# Setup

In [35]:
import numpy as np
import pandas as pd
from sklearn.model_selection import train_test_split

pd.set_option("display.max_columns", 150)
pd.set_option("display.max_rows", 150)


# 1. Load Data & Split

In [36]:
from pathlib import Path

data_dir = Path("../data")
df = pd.read_csv(data_dir / "Airline Dataset Updated - v2.csv")

# confirm data loaded
df.head()

# Seperate Target and Predictors
y = df["Flight Status"]
X = df.drop(["Flight Status"], axis=1)

# Train / Test Split
X_train, X_valid, y_train, y_valid = train_test_split(
    X, y, train_size=0.8, 
    test_size=0.2, random_state=0, stratify=y)


# 2. Data Preparation

In [37]:
# Preprocess X_train and X_valid:
# - Drop unhelpful IDs for prediction
# - Extract month 

# Drop IDs
X_train = X_train.drop(columns=["Passenger ID", "First Name", "Last Name", "Pilot Name"])
X_valid = X_valid.drop(columns=["Passenger ID", "First Name", "Last Name", "Pilot Name"])


# Drop Airport Name and Arrival Airport since most categories have less than 20 entries
X_train = X_train.drop(columns=["Airport Name", "Arrival Airport", "Airport Country Code"])
X_valid = X_valid.drop(columns=["Airport Name", "Arrival Airport", "Airport Country Code"])
print(f"X_train cols: {X_train.columns}")
print(f"X_valid cols: {X_valid.columns}")

# Extract Month
parsed_train = pd.to_datetime(X_train["Departure Date"], format="mixed", errors="coerce")

train_month = parsed_train.dt.month
X_train["Month"] = train_month
X_train = X_train.drop(columns=["Departure Date"])

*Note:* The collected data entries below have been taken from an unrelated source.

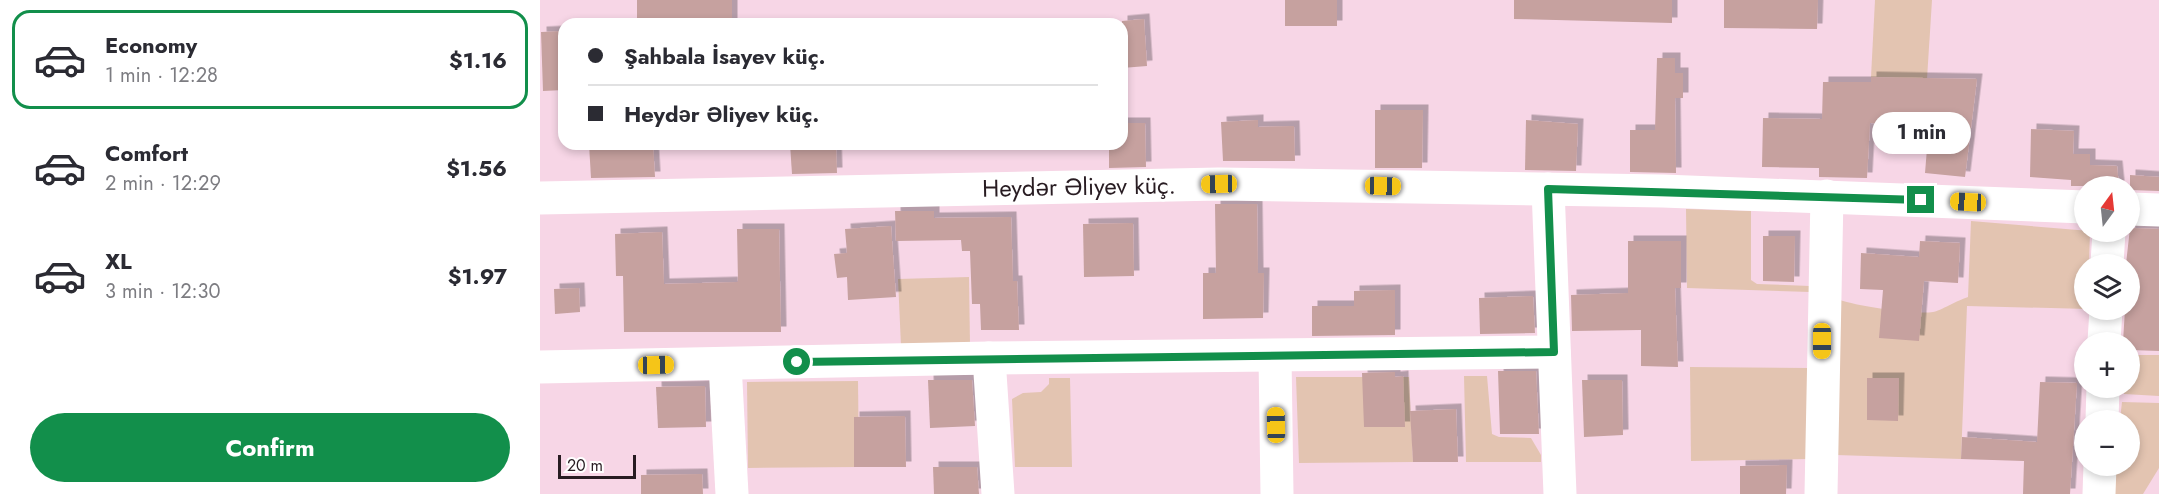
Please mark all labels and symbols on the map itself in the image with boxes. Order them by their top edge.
callout: 1 min [1872,113,1970,155]
street label: Heydər Əliyev küç. [982,167,1176,206]
car [1201,175,1237,193]
north arrow [2074,176,2140,242]
car [1365,177,1401,195]
route end [1907,186,1934,213]
car [1950,192,1986,212]
car [1813,323,1831,359]
route start [783,348,810,375]
car [638,356,674,374]
car [1267,407,1285,443]
scale bar [558,452,636,480]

parsed_valid = pd.to_datetime(X_valid["Departure Date"],
format="mixed", errors="coerce")

valid_month = parsed_valid.dt.month
X_valid["Month"] = valid_month
X_valid = X_valid.drop(columns=["Departure Date"])

X_train.head()
X_valid.head()

numerical_cols = ["Age"]
categorical_cols = ["Gender", "Nationality", "Country Name",
"Continents", "Month"]


X_train cols: Index(['Gender', 'Age', 'Nationality', 'Country Name', 'Airport Continent',
       'Continents', 'Departure Date'],
      dtype='object')
X_valid cols: Index(['Gender', 'Age', 'Nationality', 'Country Name', 'Airport Continent',
       'Continents', 'Departure Date'],
      dtype='object')


# 3. Baseline Model Pipeline

In [38]:
# LogisticReg
from sklearn.compose import ColumnTransformer
from sklearn.pipeline import Pipeline
from sklearn.impute import SimpleImputer
from sklearn.preprocessing import OneHotEncoder

# Constructing Pipeline
numerical_transformer = SimpleImputer(strategy='median')
categorical_transformer = Pipeline(steps=[
    ('imputer', SimpleImputer(strategy='most_frequent')),
    ('onehot', OneHotEncoder(handle_unknown='ignore'))
])

# Bundle the preprocessing
preprocessor = ColumnTransformer(transformers=[
    ('num', numerical_transformer, numerical_cols),
    ('cat', categorical_transformer, categorical_cols)
])

In [39]:
from sklearn.linear_model import LogisticRegression
from sklearn.metrics import accuracy_score

# Define Model
base_model = LogisticRegression(max_iter=5000, random_state=0)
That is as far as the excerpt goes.